Steve came into sessions for A Trick of the Tail bereft of written songs, having used them up on his solo album. He arrived at sessions for Wind & Wuthering overflowing with songs. Of the album’s nine songs, he has a co-writing credit on four of them, which ties him with Mike. Phil has two (he’ll admit that he wasn’t really a songwriter at this point), but Tony has six. Hackett was particularly proud of a song he’d written entitled “Please Don’t Touch,” which Genesis rehearsed but ended up leaving off the album. This really stung Steve, particularly since so many of Tony’s ended up making the cut.

Now, I don’t know if you can tell by my name, but I’ve never been British. English society has a nasty reputation of being class-based. I don’t know if it’s become less so since 1976, but I imagine that there were remnants of it around back then. Tony and Mike came from a posh boarding school, while Phil and Steve were from more working-class backgrounds, and there seemed to be an attitude in the group that Phil and Steve were “junior members,” even years after they had joined the group, as if Genesis were still some sort of Charterhouse School project. Perhaps Tony and Mike felt that being founding members gave them ownership, or perhaps they weren’t aware that they set up a class structure within the group. I’m not accusing anyone of being a bad person; Peter went to Charterhouse, and he’s one of the people on the planet I respect the most. It just seems to me that at this point in the group, Steve was trying to rise above being a junior member and be seen as an equal with Tony and Mike, while Phil, even though he was now singing, was comfortable doing whatever was needed to make Genesis function while Tony and Mike called the shots. If Phil had frustrations, he now had Brand X to vent his jazz-fusion steam. But, for Steve, the rejection of “Please Don’t Touch” had left a scar. He had dared to rise above his station, and had been slapped back down.

The tour for Wind & Wuthering was very successful, leading to their first television appearances in North America along with getting booked at Madison Square Garden. Their dates in Brazil were attended by over 150,000 people, and another with a proposed 100,000-person audience had to be cancelled due to fears of rioting. They were such a sought-after concert act that a double-live album was cobbled together from their tours for both A Trick of the Tail and Wind & Wuthering, selling under the title Seconds Out.

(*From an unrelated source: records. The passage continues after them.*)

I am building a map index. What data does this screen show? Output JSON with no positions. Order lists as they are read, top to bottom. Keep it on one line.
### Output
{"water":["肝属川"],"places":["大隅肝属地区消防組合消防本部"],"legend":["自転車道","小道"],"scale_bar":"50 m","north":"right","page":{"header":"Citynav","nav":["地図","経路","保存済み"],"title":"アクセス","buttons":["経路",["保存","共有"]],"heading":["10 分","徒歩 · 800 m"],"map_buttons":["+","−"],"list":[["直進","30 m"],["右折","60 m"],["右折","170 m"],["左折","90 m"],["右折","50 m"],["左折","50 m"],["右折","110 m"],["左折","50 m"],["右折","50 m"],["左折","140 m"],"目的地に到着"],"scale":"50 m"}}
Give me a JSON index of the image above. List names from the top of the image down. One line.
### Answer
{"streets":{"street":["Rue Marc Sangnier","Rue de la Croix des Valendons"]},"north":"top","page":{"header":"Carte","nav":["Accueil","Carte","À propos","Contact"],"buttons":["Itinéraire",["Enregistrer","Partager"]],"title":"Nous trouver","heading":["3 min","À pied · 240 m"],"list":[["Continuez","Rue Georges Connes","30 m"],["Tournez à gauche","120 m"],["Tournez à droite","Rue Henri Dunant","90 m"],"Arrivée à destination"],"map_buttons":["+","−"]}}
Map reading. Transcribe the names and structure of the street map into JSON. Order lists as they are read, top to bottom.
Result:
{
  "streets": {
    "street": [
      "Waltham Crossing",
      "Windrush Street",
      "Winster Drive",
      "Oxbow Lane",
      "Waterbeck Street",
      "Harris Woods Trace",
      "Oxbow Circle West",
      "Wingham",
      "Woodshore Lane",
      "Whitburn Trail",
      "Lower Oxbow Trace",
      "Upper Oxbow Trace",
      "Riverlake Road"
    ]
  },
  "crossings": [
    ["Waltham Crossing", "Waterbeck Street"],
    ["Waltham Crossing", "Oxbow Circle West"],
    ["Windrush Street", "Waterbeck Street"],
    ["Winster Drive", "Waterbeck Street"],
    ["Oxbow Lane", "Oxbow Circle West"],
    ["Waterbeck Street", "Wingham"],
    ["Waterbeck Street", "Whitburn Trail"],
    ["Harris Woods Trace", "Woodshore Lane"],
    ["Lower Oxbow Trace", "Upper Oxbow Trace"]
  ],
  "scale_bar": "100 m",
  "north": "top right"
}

That set was getting mixed in the studio, and Phil was in the process of hailing a taxi to head over when he saw Steve. He waved at him and invited him to hop in, but Steve refused saying, instead, that he’d call him later. When Phil got to the studio, Mike and Tony informed him that Steve had quit Genesis, bringing an end to the age of the quartet.

The Trio

As surprised as Tony, Mike and Phil were at Steve’s departure, they lost no time in heading back into the studio. As before Wind & Wuthering, Mike and Tony entered the session with a wealth of material already written. Of the eleven songs that ended up on 1977’s …And Then There Were Three…, four of them were written by Tony alone, three were by Mike, and the other four were collaborations between two or all three of them. The album closes with another love ballad from Mike. (He was certainly in an amorous mood in the late ‘70s.) “Follow You Follow Me” is a very understated number, with a very simple melody, straight-forward lyrics, and is underscored with a punchy rhythm track. None of the three expected the song to be a hit, but it was their most successful single yet, reaching number 7 in the United Kingdom, 16 in Australia, 19 in Canada, and 23 in the States. The album came on the verge of cracking the top ten in Canada, peaking at number 11.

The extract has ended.